Implementation of Bluetooth Control

This part of the implementation is very simple, paste the code directly.

/*Bluetooth ctr-----------------------------------------------------------------*/
/**
 * @brief: Bluetooth Control Function-Car Forward, Backward, Steering and Parking
 * @param: NONE
 * @retval: NONE
 * @others: The print character is 5, but the ASCII code is not 5, but 0x35. Dakeng appears.
**/
void Bluetooth_Ctr(void)
{
		extern u16 GEAR;
		if(USART_RX_BUF[0]==0x31)	//Here is a big pit, the print character is 5, but the ASCII code is not 5 but 0x35. Tossing all afternoon
		{
			LED0=!LED0;
			drive(GEAR);
		}
		else if(USART_RX_BUF[0]==0x32)
		{
			LED1=!LED1;
			reverse(GEAR);
		}
		else if(USART_RX_BUF[0]==0x33)
		{
			LED0=!LED0;
			left_move(GEAR);
		}
		else if(USART_RX_BUF[0]==0x34)
		{
			LED1=!LED1;
			right_move(GEAR);
		}
		else if(USART_RX_BUF[0]==0x30)
		{
			LED0=0;
			LED1=0;
			stop();
		}
}

Configuration of Bluetooth Debugging Assistant for Mobile Phone

The realization of the previous function is based on Bluetooth debugging assistant of mobile phone. Here is the configuration process.

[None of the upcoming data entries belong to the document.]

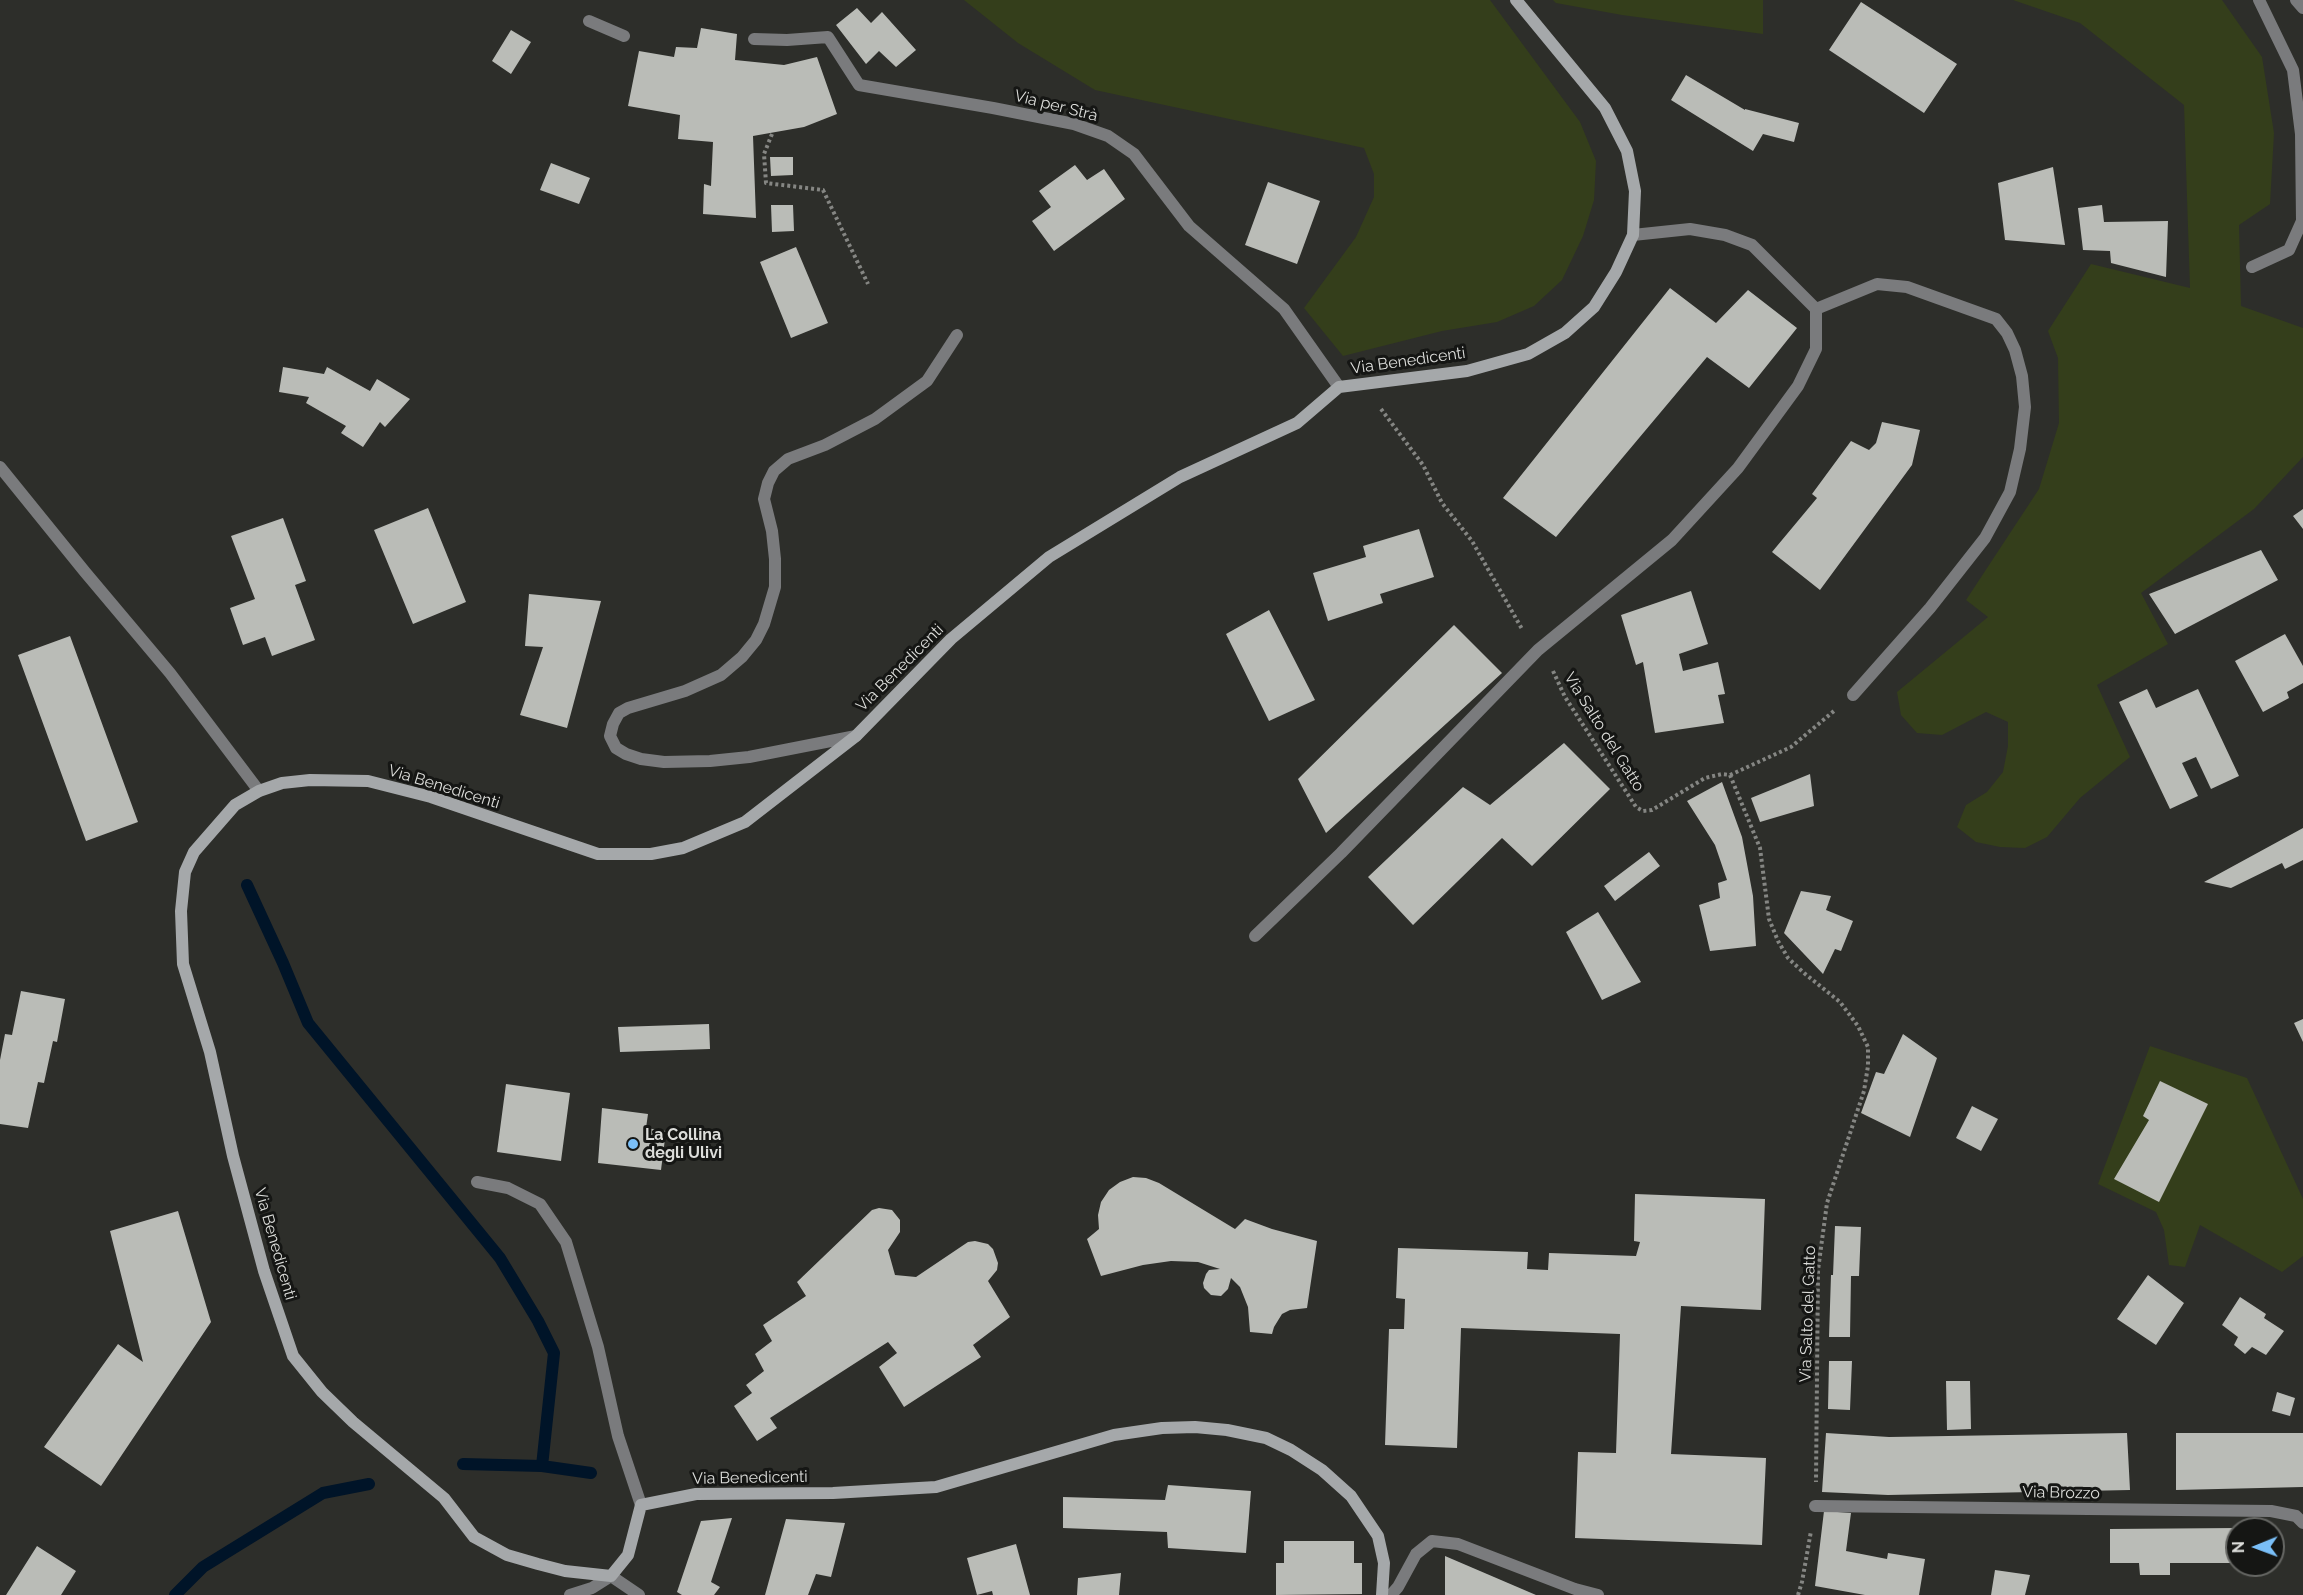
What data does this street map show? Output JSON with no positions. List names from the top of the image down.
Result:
{
  "streets": {
    "street": ["Via per Strà", "Via Benedicenti", "Via Brozzo"],
    "path": ["Via Salto del Gatto"]
  },
  "crossings": [
    ["Via per Strà", "Via Benedicenti"],
    ["Via Salto del Gatto", "Via Brozzo"]
  ],
  "places": ["La Collina degli Ulivi"],
  "north": "left"
}
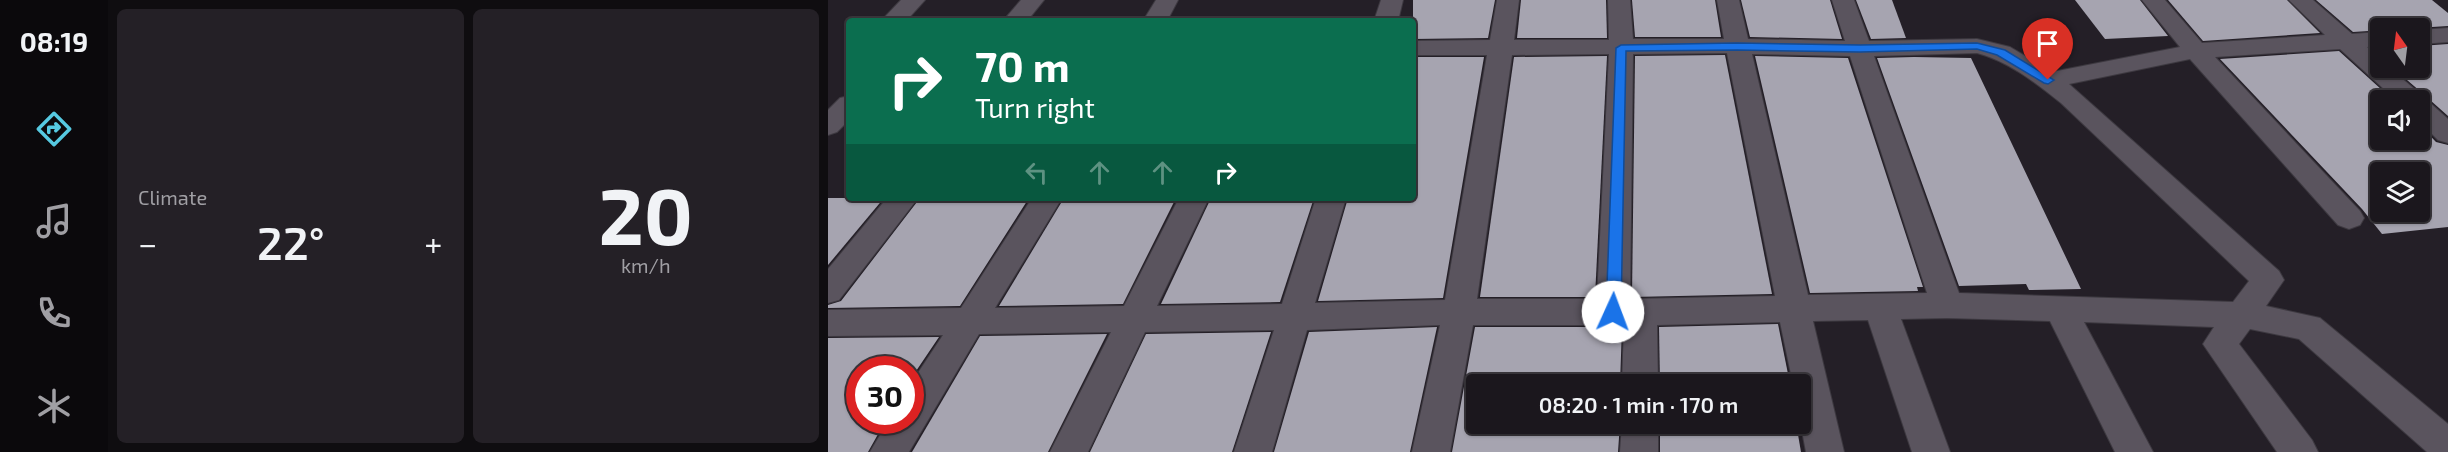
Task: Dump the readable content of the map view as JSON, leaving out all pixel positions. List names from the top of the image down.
{
  "north": "top",
  "page": {
    "tabs": "08:19",
    "tile": [
      "Climate",
      ["20", "km/h"]
    ],
    "turn": ["70 m", "Turn right"],
    "heat": ["−", "22°", "+"],
    "limit": "30",
    "trip": "08:20 · 1 min · 170 m"
  }
}
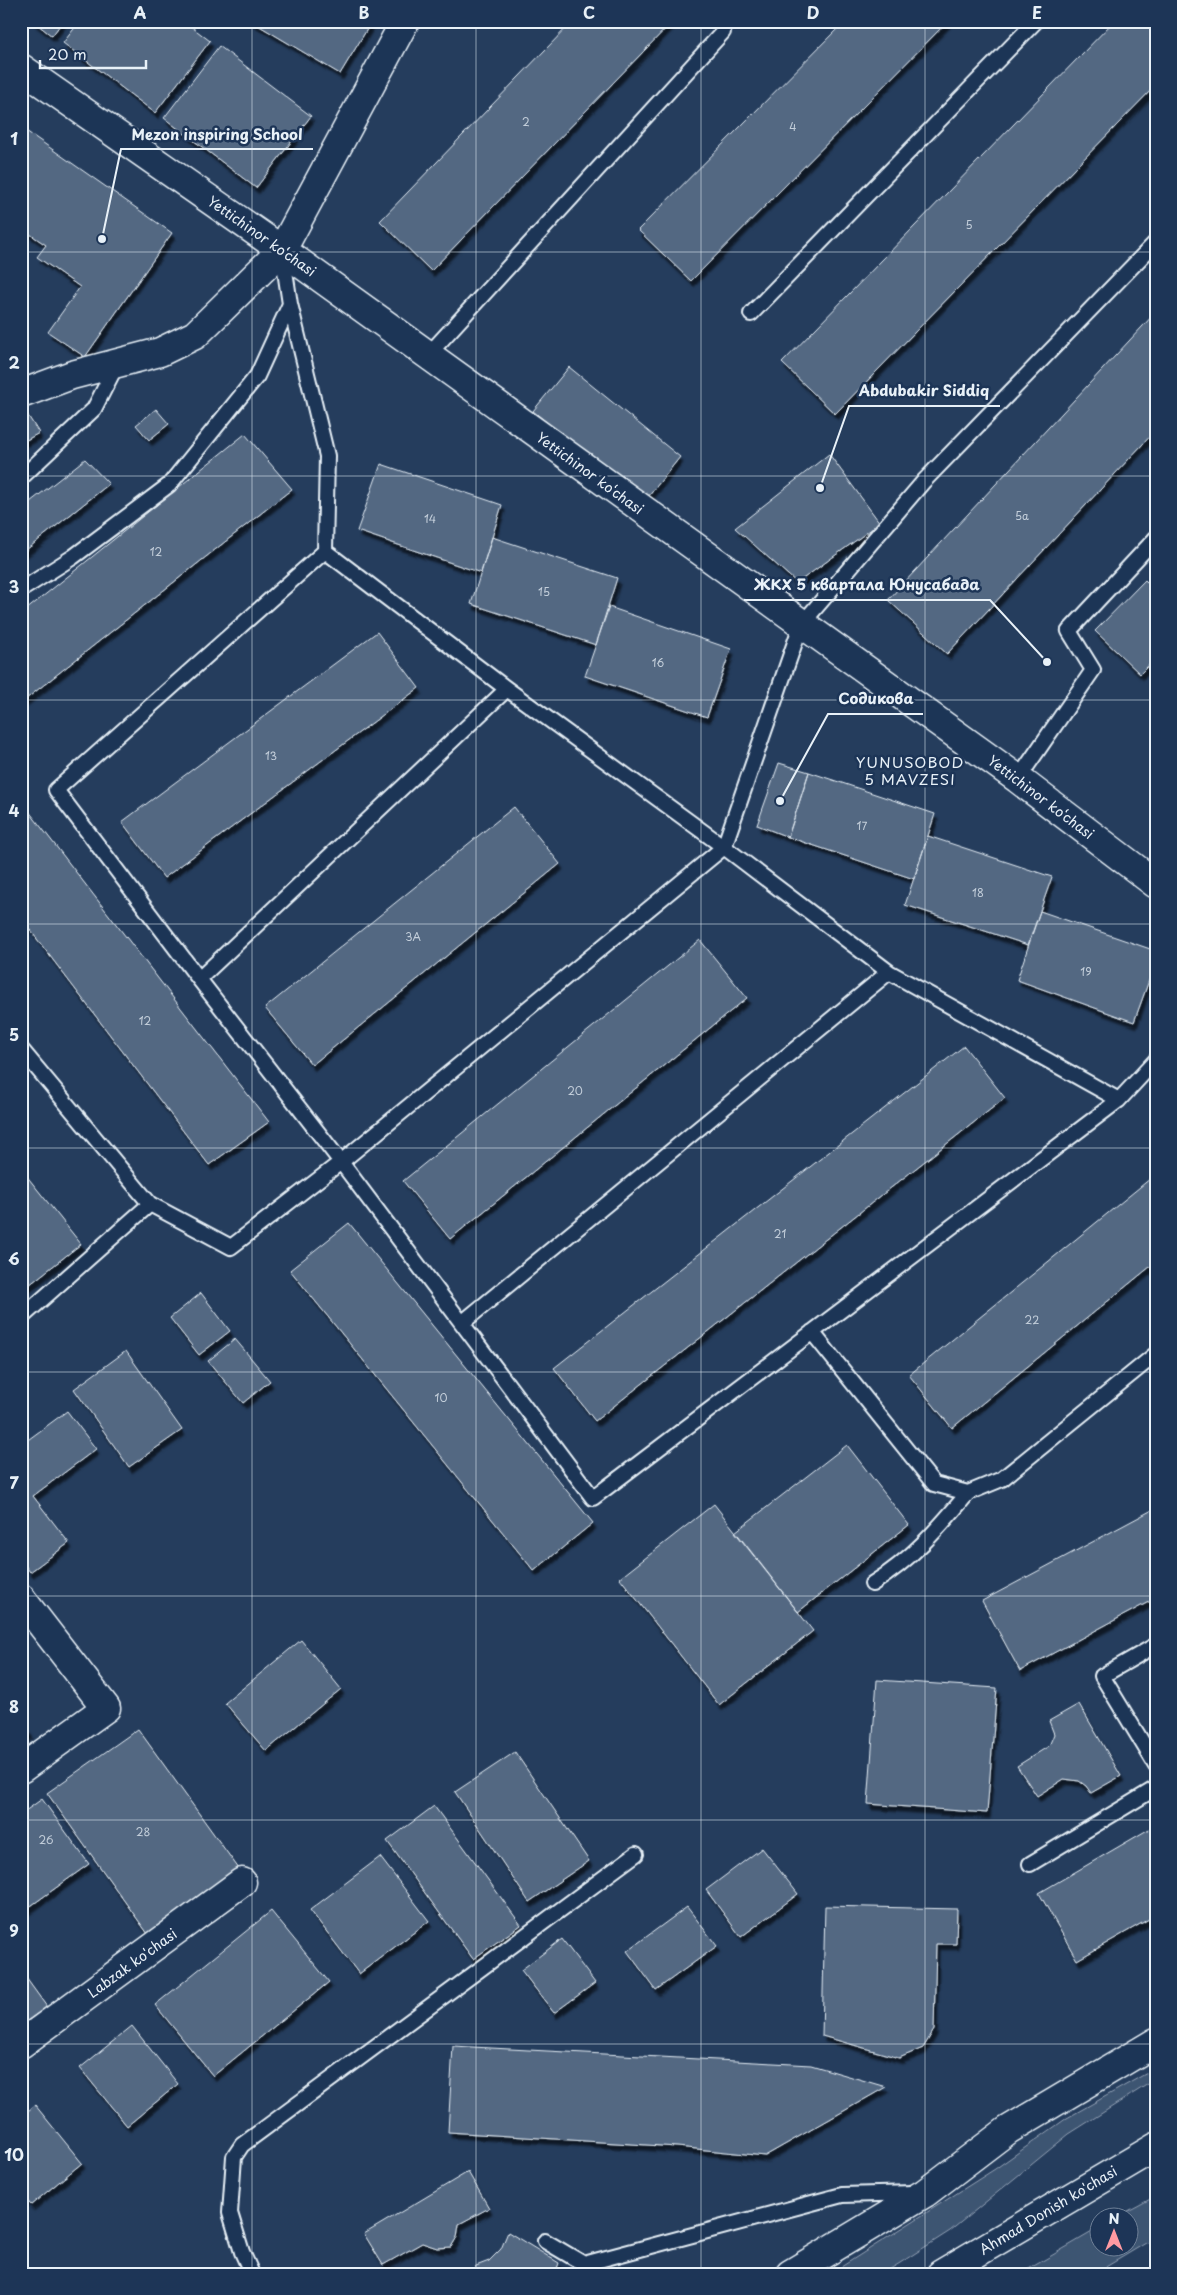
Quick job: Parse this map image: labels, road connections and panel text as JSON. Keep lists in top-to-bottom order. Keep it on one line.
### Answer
{"streets":{"street":["Yettichinor ko‘chasi","Labzak ko'chasi","Ahmad Donish ko'chasi"]},"districts":["YUNUSOBOD 5 MAVZESI"],"places":["Mezon inspiring School","Abdubakir Siddiq","ЖКХ 5 квартала Юнусабада","Содикова"],"house_numbers":["2","4","5","5а","14","12","15","16","13","17","18","3А","19","12","20","21","22","10","28","26"],"scale_bar":"20 m","north":"top","grid":{"columns":["A","B","C","D","E"],"rows":["1","2","3","4","5","6","7","8","9","10"]}}
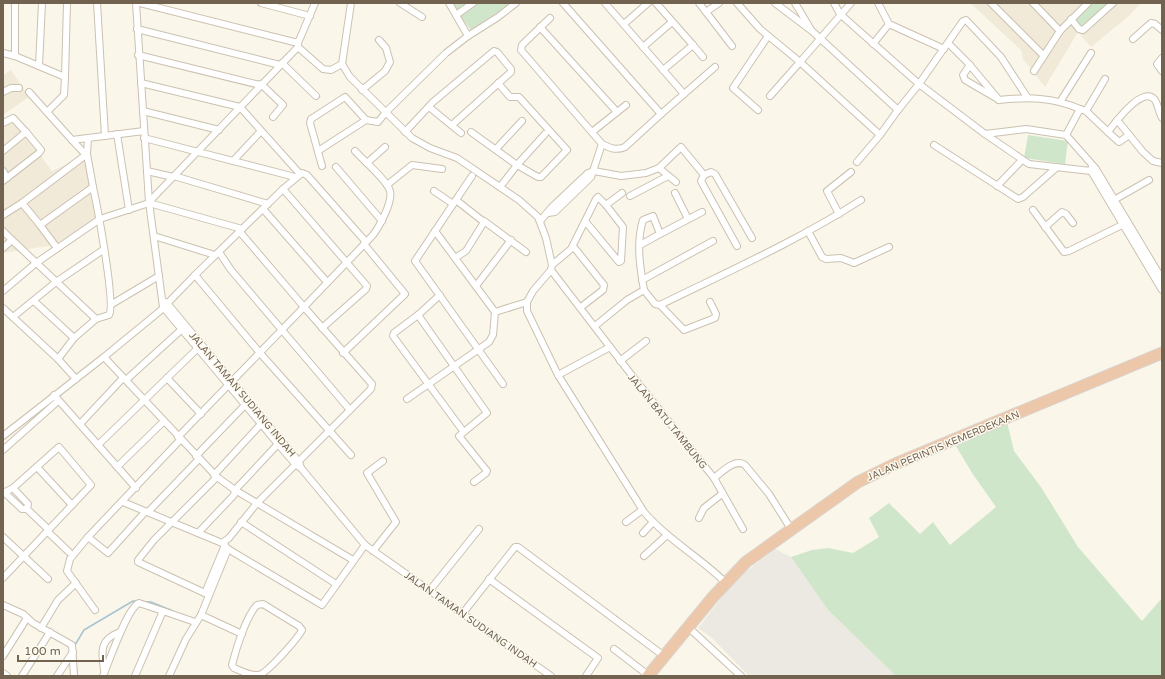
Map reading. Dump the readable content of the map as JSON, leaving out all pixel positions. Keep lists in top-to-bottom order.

Download Bluetooth Debugging Assistant

Here Directly to you, on the Internet to find resources have not been found

To configure

After the Bluetooth module is installed on the control board, it enters the Bluetooth settings of the mobile phone, matches, and then enters the debugging assistant to start configuring the software.
After entering, the name of your Bluetooth module will be automatically searched out.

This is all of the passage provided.